Similarly, with the wall insulation question, you are asked if you have cavity or solid walls, insulated or not insulated or don’t know. I have a couple of solid walls but the majority are cavity, but the EPC is silent on whether or not they are insulated and so I chose “don’t know”. This only put cavity wall insulation into my plan, with no mention of solid wall insulation, but it’s pointless having it in the plan as I don’t know if I need it. 

My hopes for floor insulation were also soon dashed. Options for answers to “What sort of floor insulation do you have?” were: don’t know, solid floor, suspended floor or none. I have a suspended floor with no insulation, so selected “none” but, mysteriously, was only  presented with solid floor insulation in my plan, at a cost of £5,000. 

Finally, but not exhaustively, the plan suggested a new condensing boiler (when I said I already had one) and upgrading my double glazing, neither of which qualify for the grant.

If and when you are lucky enough to be happy with your plan, you are directed to the SEA site to find an authorised installer for each of the 30 eligible improvements. In other words, you have to choose a home improvement measure before being shown appropriate installers.

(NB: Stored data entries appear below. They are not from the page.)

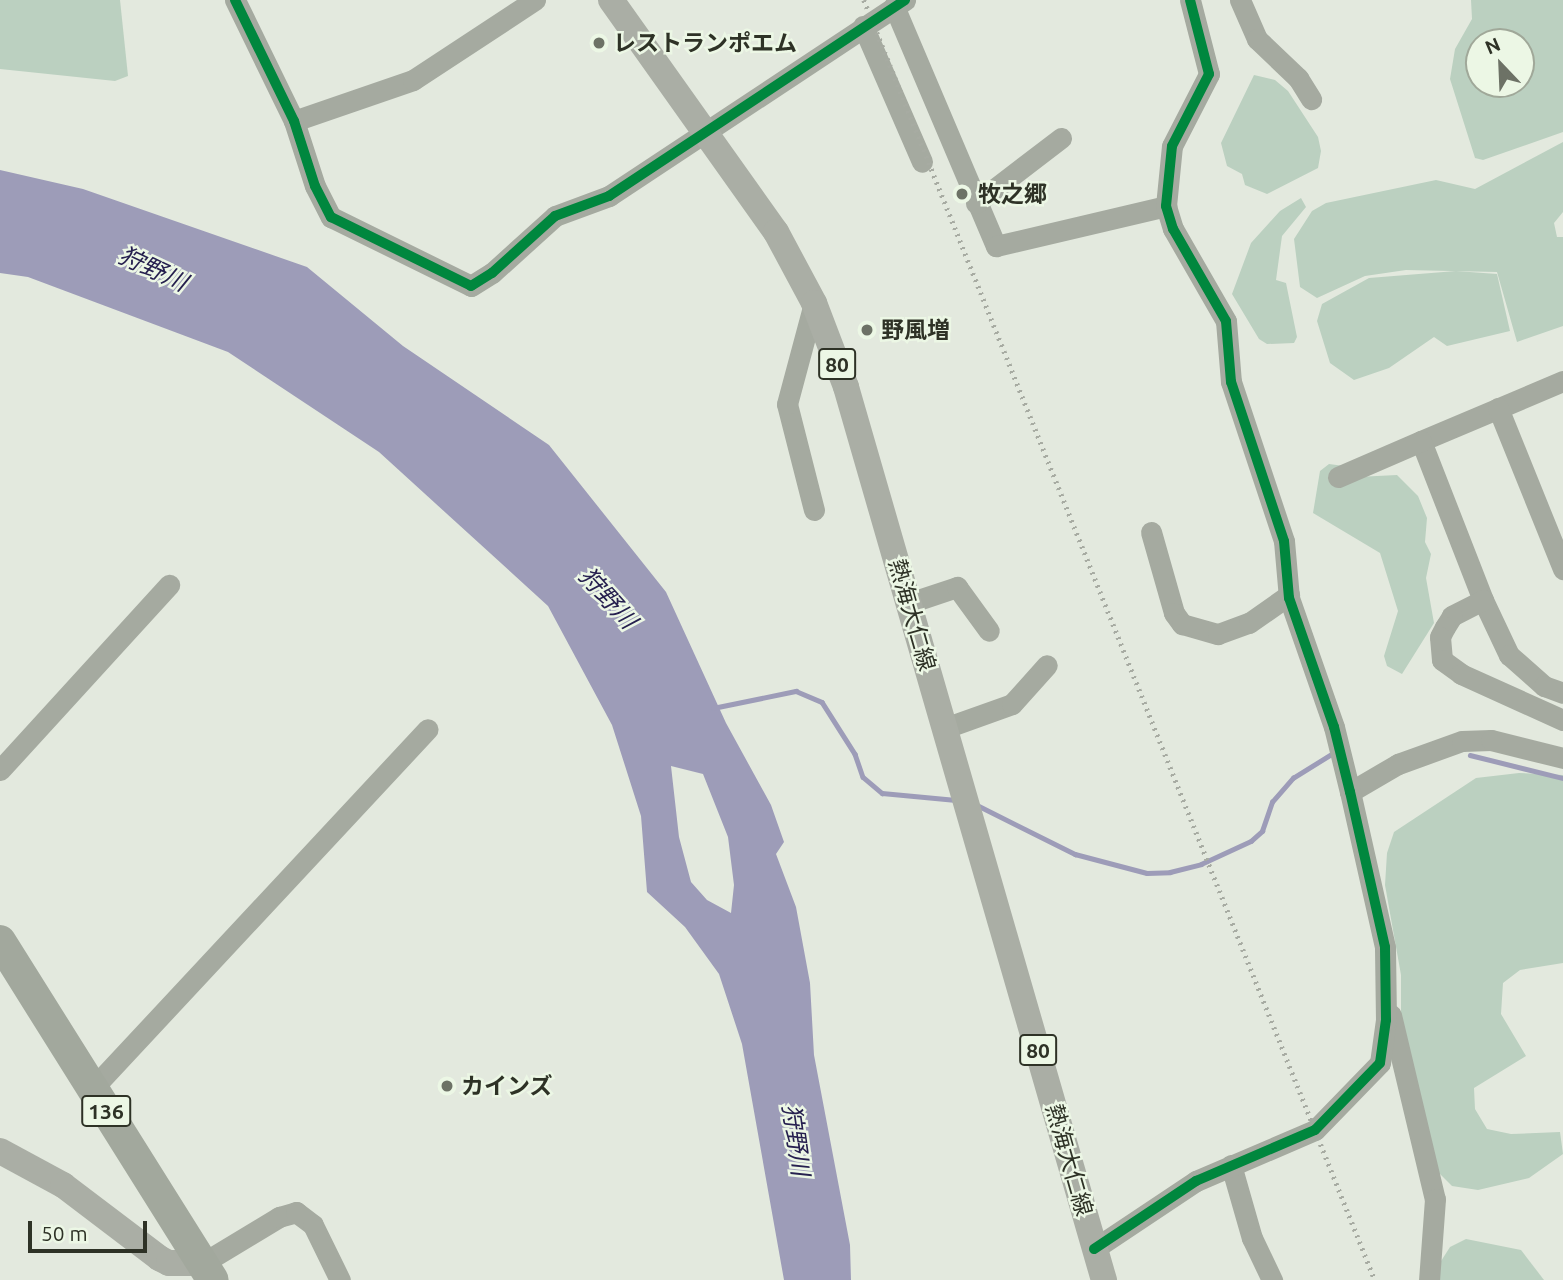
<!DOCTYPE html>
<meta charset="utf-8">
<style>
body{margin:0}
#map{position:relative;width:1563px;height:1280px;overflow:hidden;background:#e3e9de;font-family:Ubuntu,"Noto Sans JP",sans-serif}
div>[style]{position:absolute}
.green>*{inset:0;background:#bbd0c0}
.water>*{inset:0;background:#9d9cb8}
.stream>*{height:4.5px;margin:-2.25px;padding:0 2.25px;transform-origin:2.25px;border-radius:2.25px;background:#9d9cb8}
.minor>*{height:21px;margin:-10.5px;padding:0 10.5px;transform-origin:10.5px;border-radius:10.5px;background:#a5aaa0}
.major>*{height:26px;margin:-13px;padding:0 13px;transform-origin:13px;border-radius:13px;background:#aaaea5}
.highway>*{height:32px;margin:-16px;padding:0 16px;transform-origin:16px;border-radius:16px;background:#a2a89d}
.rail>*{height:4.5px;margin-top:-2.25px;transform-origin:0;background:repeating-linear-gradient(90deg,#a7aba2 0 2px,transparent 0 7px)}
.cycleway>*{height:10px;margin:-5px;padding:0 5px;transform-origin:5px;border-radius:5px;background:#00873e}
.dots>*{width:19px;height:19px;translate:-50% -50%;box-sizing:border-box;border:4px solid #ecf7e5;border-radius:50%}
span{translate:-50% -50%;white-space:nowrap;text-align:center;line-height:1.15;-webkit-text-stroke:5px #ecf7e5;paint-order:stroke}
.shield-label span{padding:2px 5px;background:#ecf7e5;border:2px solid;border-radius:5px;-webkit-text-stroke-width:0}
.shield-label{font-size:21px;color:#2e3226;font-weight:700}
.poi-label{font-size:23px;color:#2e3226;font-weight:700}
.left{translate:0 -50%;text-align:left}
.street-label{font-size:23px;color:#2e3226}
.water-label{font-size:24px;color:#26204f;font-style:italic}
.north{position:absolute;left:1465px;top:28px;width:70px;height:70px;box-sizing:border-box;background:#ecf7e5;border:2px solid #a0a899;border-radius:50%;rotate:337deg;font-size:19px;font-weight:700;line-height:28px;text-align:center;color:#2e3226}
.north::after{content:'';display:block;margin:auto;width:24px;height:32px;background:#6d7266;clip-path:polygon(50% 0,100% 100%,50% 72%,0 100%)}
.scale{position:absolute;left:28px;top:1221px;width:119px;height:32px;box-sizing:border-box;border:4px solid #2e3226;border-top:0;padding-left:9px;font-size:21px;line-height:24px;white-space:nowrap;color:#2e3226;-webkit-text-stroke:5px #ecf7e5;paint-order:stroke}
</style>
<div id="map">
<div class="green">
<div style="clip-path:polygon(0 0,120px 0,128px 76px,115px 81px,0 69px)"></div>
<div style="clip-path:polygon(evenodd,1471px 0,1563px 0,1563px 132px,1483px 160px,1475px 158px,1450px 79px,1455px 49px,1472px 19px,1471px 0,1479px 42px,1521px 42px,1521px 84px,1479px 84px,1479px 42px)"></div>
<div style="clip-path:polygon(1254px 75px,1275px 80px,1288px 91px,1318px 137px,1321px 151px,1318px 168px,1267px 194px,1245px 185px,1242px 174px,1227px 166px,1221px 143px)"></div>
<div style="clip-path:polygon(1563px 142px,1563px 212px,1554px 223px,1557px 237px,1563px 237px,1563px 326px,1517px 342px,1497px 272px,1406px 270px,1365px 276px,1317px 298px,1300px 287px,1294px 239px,1312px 211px,1326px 203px,1436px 180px,1475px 189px)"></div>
<div style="clip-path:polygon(1301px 198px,1306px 207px,1282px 236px,1276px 280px,1286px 283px,1297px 337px,1294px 343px,1267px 344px,1259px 339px,1232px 294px,1251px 243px,1280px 211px)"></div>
<div style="clip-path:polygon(1456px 271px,1497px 274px,1510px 331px,1447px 346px,1434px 337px,1389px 368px,1354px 380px,1330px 363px,1317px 321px,1322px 304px,1369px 278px)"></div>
<div style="clip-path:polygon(1329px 464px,1344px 466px,1357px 477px,1397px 475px,1418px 496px,1427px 518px,1425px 542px,1431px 554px,1426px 578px,1434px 623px,1402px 674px,1387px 666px,1384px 656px,1398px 611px,1380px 553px,1313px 513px,1320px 471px)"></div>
<div style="clip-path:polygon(1519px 773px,1563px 775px,1563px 963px,1520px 970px,1503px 983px,1501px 1014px,1526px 1056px,1474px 1088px,1475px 1109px,1487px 1129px,1511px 1134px,1560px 1132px,1563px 1154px,1529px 1178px,1478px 1190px,1452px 1186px,1434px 1168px,1401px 1038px,1401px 975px,1385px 885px,1387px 853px,1394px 832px,1476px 778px)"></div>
<div style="clip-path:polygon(1466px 1239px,1521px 1250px,1544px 1280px,1438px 1280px,1436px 1269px,1450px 1247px)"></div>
</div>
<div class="water">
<div style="clip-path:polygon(evenodd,0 170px,83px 189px,307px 267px,403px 346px,549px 445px,666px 592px,726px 723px,771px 805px,784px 842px,776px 854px,796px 907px,810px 983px,814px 1055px,850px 1245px,851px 1280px,784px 1280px,742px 1044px,719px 974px,685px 927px,647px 892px,641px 816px,612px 725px,548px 606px,379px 452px,228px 352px,28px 277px,0 273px,0 170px,671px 766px,703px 774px,728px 837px,734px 885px,731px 913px,707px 900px,691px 882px,679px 837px,671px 766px)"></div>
</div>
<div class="stream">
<div style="left:713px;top:708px;width:85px;rotate:-11.6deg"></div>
<div style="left:796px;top:691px;width:28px;rotate:23deg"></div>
<div style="left:822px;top:702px;width:62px;rotate:57.6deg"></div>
<div style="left:855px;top:754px;width:24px;rotate:71deg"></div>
<div style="left:863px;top:777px;width:25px;rotate:40deg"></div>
<div style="left:882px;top:793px;width:74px;rotate:5.4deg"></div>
<div style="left:1470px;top:755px;width:96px;rotate:13.9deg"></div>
<div style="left:975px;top:804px;width:112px;rotate:26.6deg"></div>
<div style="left:1075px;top:854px;width:74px;rotate:14.8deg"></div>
<div style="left:1147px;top:873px;width:23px;rotate:-2deg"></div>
<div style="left:1170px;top:872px;width:32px;rotate:-14deg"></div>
<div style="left:1201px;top:864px;width:55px;rotate:-24.7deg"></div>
<div style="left:1251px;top:841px;width:15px;rotate:-42deg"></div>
<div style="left:1262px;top:831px;width:31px;rotate:-71deg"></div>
<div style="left:1272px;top:802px;width:32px;rotate:-49deg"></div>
<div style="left:1293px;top:778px;width:47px;rotate:-32deg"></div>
</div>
<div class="minor">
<div style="left:235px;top:0;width:135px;rotate:64deg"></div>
<div style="left:294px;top:121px;width:68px;rotate:72.1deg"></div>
<div style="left:315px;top:186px;width:35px;rotate:63deg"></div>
<div style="left:331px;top:217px;width:156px;rotate:26.2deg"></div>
<div style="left:471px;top:286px;width:25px;rotate:-32deg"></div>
<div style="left:492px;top:273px;width:85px;rotate:-42.1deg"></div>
<div style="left:555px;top:216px;width:58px;rotate:-20.3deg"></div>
<div style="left:609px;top:196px;width:355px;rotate:-33.5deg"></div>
<div style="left:1240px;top:0;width:43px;rotate:66.4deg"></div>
<div style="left:1257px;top:39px;width:57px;rotate:43.6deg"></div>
<div style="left:1298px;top:78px;width:25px;rotate:58deg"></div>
<div style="left:894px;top:6px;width:261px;rotate:67deg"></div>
<div style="left:996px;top:246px;width:175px;rotate:-13.2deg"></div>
<div style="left:863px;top:26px;width:148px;rotate:66.5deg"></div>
<div style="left:294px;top:121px;width:126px;rotate:-19deg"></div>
<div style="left:413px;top:80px;width:146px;rotate:-33.3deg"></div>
<div style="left:976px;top:203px;width:107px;rotate:-37.4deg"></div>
<div style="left:1563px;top:381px;width:154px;rotate:157.1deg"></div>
<div style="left:1421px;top:441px;width:171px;rotate:68.7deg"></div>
<div style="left:1483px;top:600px;width:61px;rotate:64.7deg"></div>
<div style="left:1509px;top:655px;width:47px;rotate:41.5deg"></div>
<div style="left:1544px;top:686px;width:20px;rotate:20deg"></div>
<div style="left:1498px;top:408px;width:174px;rotate:68deg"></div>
<div style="left:1338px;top:477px;width:90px;rotate:-23.4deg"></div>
<div style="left:814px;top:510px;width:109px;rotate:-104.3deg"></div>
<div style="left:787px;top:404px;width:105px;rotate:-75deg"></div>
<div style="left:1151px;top:532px;width:84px;rotate:74.1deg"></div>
<div style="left:1174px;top:613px;width:14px;rotate:54deg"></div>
<div style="left:1182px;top:624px;width:37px;rotate:16deg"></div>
<div style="left:1218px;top:634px;width:33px;rotate:-20deg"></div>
<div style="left:1249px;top:623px;width:49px;rotate:-35deg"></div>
<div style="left:1483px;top:600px;width:35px;rotate:153deg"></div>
<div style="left:1452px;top:616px;width:13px;rotate:122deg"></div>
<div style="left:1445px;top:627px;width:11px;rotate:117deg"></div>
<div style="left:1440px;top:637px;width:23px;rotate:85deg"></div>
<div style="left:1442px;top:660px;width:24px;rotate:36deg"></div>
<div style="left:1461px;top:674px;width:112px;rotate:24.3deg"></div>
<div style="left:909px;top:603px;width:51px;rotate:-18.4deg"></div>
<div style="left:957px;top:587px;width:54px;rotate:54deg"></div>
<div style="left:945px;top:728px;width:71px;rotate:-19.7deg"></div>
<div style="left:1012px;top:704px;width:52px;rotate:-48.1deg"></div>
<div style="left:0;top:770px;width:251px;rotate:-47.6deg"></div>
<div style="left:1350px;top:792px;width:56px;rotate:-30.3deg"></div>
<div style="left:1398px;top:764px;width:68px;rotate:-19.8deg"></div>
<div style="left:1462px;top:741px;width:29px;rotate:-2deg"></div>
<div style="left:1491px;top:740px;width:74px;rotate:14deg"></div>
<div style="left:1391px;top:1015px;width:189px;rotate:76.6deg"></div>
<div style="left:1435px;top:1199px;width:81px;rotate:94.2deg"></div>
<div style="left:92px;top:1089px;width:492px;rotate:-47deg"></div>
<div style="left:1231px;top:1165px;width:76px;rotate:74deg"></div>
<div style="left:1252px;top:1238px;width:47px;rotate:64.5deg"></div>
<div style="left:1094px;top:1249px;width:123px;rotate:-33.7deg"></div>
<div style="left:1196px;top:1181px;width:129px;rotate:-23.2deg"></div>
<div style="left:1315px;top:1130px;width:93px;rotate:-45.9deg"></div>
<div style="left:1380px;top:1063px;width:43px;rotate:-82.1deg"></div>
<div style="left:1386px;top:1020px;width:73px;rotate:-90.8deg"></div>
<div style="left:1385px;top:947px;width:159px;rotate:-102.7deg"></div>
<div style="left:1350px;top:792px;width:67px;rotate:-103.8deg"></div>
<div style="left:1334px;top:727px;width:137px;rotate:-109.2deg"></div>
<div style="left:1289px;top:598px;width:57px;rotate:-95deg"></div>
<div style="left:1284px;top:541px;width:168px;rotate:-108.4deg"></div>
<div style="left:1231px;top:382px;width:61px;rotate:-94.7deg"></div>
<div style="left:1226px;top:321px;width:106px;rotate:-119.9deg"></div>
<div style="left:1173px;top:229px;width:24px;rotate:-107deg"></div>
<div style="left:1166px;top:206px;width:60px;rotate:-84.3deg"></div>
<div style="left:1172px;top:146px;width:81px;rotate:-62.8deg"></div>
<div style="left:1209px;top:74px;width:76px;rotate:-104.4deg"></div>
<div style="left:203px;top:1263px;width:89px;rotate:-31.2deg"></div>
<div style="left:279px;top:1217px;width:18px;rotate:-16deg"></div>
<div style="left:296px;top:1212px;width:21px;rotate:37deg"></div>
<div style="left:313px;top:1225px;width:61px;rotate:63.9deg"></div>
</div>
<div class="major">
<div style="left:611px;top:0;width:285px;rotate:54.6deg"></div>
<div style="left:776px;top:232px;width:81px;rotate:61.8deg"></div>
<div style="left:814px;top:303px;width:90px;rotate:69.1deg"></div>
<div style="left:846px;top:387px;width:930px;rotate:73.89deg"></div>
<div style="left:0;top:1151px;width:72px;rotate:28.4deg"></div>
<div style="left:63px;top:1185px;width:121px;rotate:37.2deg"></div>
<div style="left:159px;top:1258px;width:11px;rotate:27deg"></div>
<div style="left:169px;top:1263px;width:34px"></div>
</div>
<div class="highway">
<div style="left:0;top:941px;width:400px;rotate:57.9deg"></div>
</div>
<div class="rail">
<div style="left:864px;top:0;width:1378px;rotate:68.24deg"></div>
</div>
<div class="cycleway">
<div style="left:235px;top:0;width:135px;rotate:64deg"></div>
<div style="left:294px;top:121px;width:68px;rotate:72.1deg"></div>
<div style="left:315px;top:186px;width:35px;rotate:63deg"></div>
<div style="left:331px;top:217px;width:156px;rotate:26.2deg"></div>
<div style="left:471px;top:286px;width:25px;rotate:-32deg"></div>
<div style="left:492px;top:273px;width:85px;rotate:-42.1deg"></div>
<div style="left:555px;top:216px;width:58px;rotate:-20.3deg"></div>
<div style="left:609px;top:196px;width:355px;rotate:-33.5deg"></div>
<div style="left:1094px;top:1249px;width:123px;rotate:-33.7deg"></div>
<div style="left:1196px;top:1181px;width:129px;rotate:-23.2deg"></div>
<div style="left:1315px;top:1130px;width:93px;rotate:-45.9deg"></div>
<div style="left:1380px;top:1063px;width:43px;rotate:-82.1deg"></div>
<div style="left:1386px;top:1020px;width:73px;rotate:-90.8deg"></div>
<div style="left:1385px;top:947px;width:159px;rotate:-102.7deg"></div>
<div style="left:1350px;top:792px;width:67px;rotate:-103.8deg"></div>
<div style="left:1334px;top:727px;width:137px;rotate:-109.2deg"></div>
<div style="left:1289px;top:598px;width:57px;rotate:-95deg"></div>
<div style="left:1284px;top:541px;width:168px;rotate:-108.4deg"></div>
<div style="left:1231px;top:382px;width:61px;rotate:-94.7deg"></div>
<div style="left:1226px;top:321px;width:106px;rotate:-119.9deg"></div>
<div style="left:1173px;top:229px;width:24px;rotate:-107deg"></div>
<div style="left:1166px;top:206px;width:60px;rotate:-84.3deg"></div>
<div style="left:1172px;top:146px;width:81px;rotate:-62.8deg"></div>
<div style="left:1209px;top:74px;width:76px;rotate:-104.4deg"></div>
</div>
<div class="dots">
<div style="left:599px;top:43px;background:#6d7266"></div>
<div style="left:962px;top:194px;background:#6d7266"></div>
<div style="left:867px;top:330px;background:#6d7266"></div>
<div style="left:447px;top:1086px;background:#6d7266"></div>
</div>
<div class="shield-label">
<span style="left:837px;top:364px">80</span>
<span style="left:1038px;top:1050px">80</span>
<span style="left:106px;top:1111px">136</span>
</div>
<div class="poi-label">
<span class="left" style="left:613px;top:43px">レストランポエム</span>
<span class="left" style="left:978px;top:194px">牧之郷</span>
<span class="left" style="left:881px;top:330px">野風増</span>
<span class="left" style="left:461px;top:1086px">カインズ</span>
</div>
<div class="street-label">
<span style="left:912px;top:615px;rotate:74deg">熱海大仁線</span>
<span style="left:1069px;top:1160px;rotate:74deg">熱海大仁線</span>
</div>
<div class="water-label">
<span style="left:153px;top:269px;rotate:25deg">狩野川</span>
<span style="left:608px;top:598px;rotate:48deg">狩野川</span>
<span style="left:796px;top:1140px;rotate:82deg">狩野川</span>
</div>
<div class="north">N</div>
<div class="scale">50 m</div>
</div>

It doesn’t, however, offer you authorised advisors to help you decide what sort of insulation or heating improvement you need and in what order. For this I referred to the Trustmark website, where all authorised people are registered, and where you can search in your area for retrofit assessors or coordinators under standard PAS 2035. 

So, in my case, “The Plan” is to contact one of these to help work out what is best for my home and the planet, regardless of whether the green homes grant should play a part.






2 responses to “Green homes grant not fit for purpose”

  1. Paul Scholes avatar
    Paul Scholes

    As if by magic the next day the government pulled most of the funding for the GHG scheme, effectively killing it or, more appropriately, putting it out of its misery.

  2. Georgina Ashworth avatar
    Georgina Ashworth

    Living in a fairly cold old house, with many more around me, I have just taken an interest in ‘retrofitting’ and this scheme, only to find it being clawed back by govt. I found your experience very interesting, especially as I am leery of potential scams and sharks, although it did not make me optimistic. Uncovering small self-help actions, as you suggest, is what I wanted to start out with before going in for boiler replacements too, but also to publicise locally.